- Route 141 highlighted in red

Route information
- Maintained by ODOT
- Length: 10.63 mi (17.11 km)
- Existed: 2003–present

Major junctions
- South end: I-5 in Wilsonville
- OR 99W in Tigard
- North end: OR 210 in Progress

Location
- Country: United States
- State: Oregon
- County: Washington

Highway system
- Oregon Highways; Interstate; US; State; Named; Scenic;
| ← OR 140 |  | → OR 153 |

= Oregon Route 141 =

State highway in Washington County, Oregon, US

Oregon Route 141, known as the Beaverton–Tualatin Highway No. 141 (see Oregon highways and routes), is an Oregon state highway which runs (contrary to its name) from the city of Wilsonville to the southern edge of Beaverton. The highway is 10.46 mi long.

Oregon Route 141 is a post-2002 number, and currently does not have any route markers posted.

==Route description==
The southern terminus of Oregon Route 141 is at Exit 286 on Interstate 5 in northern Wilsonville.
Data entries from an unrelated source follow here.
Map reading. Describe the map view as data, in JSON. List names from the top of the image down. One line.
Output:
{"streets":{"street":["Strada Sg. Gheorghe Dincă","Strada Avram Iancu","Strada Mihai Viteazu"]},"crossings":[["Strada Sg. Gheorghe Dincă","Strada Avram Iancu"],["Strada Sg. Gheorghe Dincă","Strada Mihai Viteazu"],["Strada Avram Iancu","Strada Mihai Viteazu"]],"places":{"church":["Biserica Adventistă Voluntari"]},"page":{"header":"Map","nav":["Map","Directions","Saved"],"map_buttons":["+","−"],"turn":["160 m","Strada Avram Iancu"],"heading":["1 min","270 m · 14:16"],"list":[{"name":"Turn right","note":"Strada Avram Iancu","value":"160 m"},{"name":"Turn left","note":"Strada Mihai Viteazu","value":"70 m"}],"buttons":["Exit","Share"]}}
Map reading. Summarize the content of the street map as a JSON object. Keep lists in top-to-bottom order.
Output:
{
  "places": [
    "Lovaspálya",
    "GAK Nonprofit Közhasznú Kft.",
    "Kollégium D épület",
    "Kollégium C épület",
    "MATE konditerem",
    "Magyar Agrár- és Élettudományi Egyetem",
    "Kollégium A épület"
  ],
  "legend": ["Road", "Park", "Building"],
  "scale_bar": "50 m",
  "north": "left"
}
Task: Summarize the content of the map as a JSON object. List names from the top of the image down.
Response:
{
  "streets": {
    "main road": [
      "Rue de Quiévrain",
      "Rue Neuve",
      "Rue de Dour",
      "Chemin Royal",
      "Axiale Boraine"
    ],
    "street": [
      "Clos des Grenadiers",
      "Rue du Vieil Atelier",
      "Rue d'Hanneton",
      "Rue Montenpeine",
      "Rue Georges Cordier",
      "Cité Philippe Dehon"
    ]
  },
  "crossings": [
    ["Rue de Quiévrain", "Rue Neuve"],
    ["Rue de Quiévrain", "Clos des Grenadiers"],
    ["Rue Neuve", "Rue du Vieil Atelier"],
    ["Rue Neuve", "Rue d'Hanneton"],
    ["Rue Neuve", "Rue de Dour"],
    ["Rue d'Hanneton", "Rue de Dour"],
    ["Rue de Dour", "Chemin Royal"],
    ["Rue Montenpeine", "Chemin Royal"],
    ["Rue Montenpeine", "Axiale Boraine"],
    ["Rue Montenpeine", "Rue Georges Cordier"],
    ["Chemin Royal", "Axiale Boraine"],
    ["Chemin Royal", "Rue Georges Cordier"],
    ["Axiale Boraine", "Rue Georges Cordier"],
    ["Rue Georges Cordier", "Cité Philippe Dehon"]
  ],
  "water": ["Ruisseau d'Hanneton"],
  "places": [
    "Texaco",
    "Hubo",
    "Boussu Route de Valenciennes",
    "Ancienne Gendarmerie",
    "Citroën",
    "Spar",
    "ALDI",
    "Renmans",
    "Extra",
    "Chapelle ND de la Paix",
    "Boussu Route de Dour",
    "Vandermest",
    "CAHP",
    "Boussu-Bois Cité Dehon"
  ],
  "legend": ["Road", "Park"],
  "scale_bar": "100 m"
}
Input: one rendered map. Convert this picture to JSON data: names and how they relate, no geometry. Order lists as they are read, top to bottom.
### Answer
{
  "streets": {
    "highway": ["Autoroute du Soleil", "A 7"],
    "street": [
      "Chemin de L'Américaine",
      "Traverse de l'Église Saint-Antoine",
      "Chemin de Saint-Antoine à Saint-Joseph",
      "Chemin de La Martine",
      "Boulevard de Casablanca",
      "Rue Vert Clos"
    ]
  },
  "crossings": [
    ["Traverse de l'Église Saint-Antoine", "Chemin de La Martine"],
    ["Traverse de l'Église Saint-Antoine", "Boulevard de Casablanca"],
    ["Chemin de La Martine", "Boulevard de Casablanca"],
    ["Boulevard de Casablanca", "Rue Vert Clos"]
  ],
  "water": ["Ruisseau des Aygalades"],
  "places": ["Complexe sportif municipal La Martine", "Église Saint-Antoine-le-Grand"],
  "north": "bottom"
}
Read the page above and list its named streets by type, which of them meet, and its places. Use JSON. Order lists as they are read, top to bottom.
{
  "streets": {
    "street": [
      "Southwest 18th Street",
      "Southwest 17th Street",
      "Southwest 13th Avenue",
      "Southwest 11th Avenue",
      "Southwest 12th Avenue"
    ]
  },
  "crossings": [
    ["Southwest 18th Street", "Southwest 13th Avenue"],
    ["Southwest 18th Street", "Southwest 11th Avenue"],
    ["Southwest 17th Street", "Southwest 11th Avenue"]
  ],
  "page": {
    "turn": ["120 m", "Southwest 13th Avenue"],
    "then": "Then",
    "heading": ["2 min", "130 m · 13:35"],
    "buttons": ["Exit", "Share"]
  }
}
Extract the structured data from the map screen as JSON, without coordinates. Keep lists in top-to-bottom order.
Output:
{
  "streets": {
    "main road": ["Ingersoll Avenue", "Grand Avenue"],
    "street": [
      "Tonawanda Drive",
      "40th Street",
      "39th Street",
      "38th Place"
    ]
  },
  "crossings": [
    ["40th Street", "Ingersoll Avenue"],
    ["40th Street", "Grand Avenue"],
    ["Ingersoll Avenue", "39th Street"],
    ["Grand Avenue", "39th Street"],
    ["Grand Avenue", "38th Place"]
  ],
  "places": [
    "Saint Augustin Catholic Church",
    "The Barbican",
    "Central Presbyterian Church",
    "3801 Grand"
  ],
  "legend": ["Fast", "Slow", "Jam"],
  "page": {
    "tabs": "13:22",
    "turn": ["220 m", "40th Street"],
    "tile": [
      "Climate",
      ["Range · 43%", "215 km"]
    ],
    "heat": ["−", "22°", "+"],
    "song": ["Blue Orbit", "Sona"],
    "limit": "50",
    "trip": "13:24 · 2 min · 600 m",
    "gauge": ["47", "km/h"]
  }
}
From there, the highway runs north along Boones Ferry Road, through the city of Tualatin and past the community of Durham. In Durham, it then turns west on Durham Road for approximately one mile, then turns north again Hall Boulevard in Tigard. It then heads north on Hall for several miles, crossing OR 99W in Tigard, and eventually ending at an intersection with OR 210 (Scholls Ferry Road) in the community of Progress (though the intersection is technically within the city of Beaverton). An interchange with OR 217 lies nearby.

Just north of the intersection with OR 99W, the highway crosses over, but does not intersect with, OR 217; however access to OR 217 at this point is provided via OR 99W.

This route, along with a further extension north into Beaverton on Hall Boulevard, and a further extension south into Woodburn via Boones Ferry Road, was the original route of OR 217, before the current freeway alignment was constructed in 1972.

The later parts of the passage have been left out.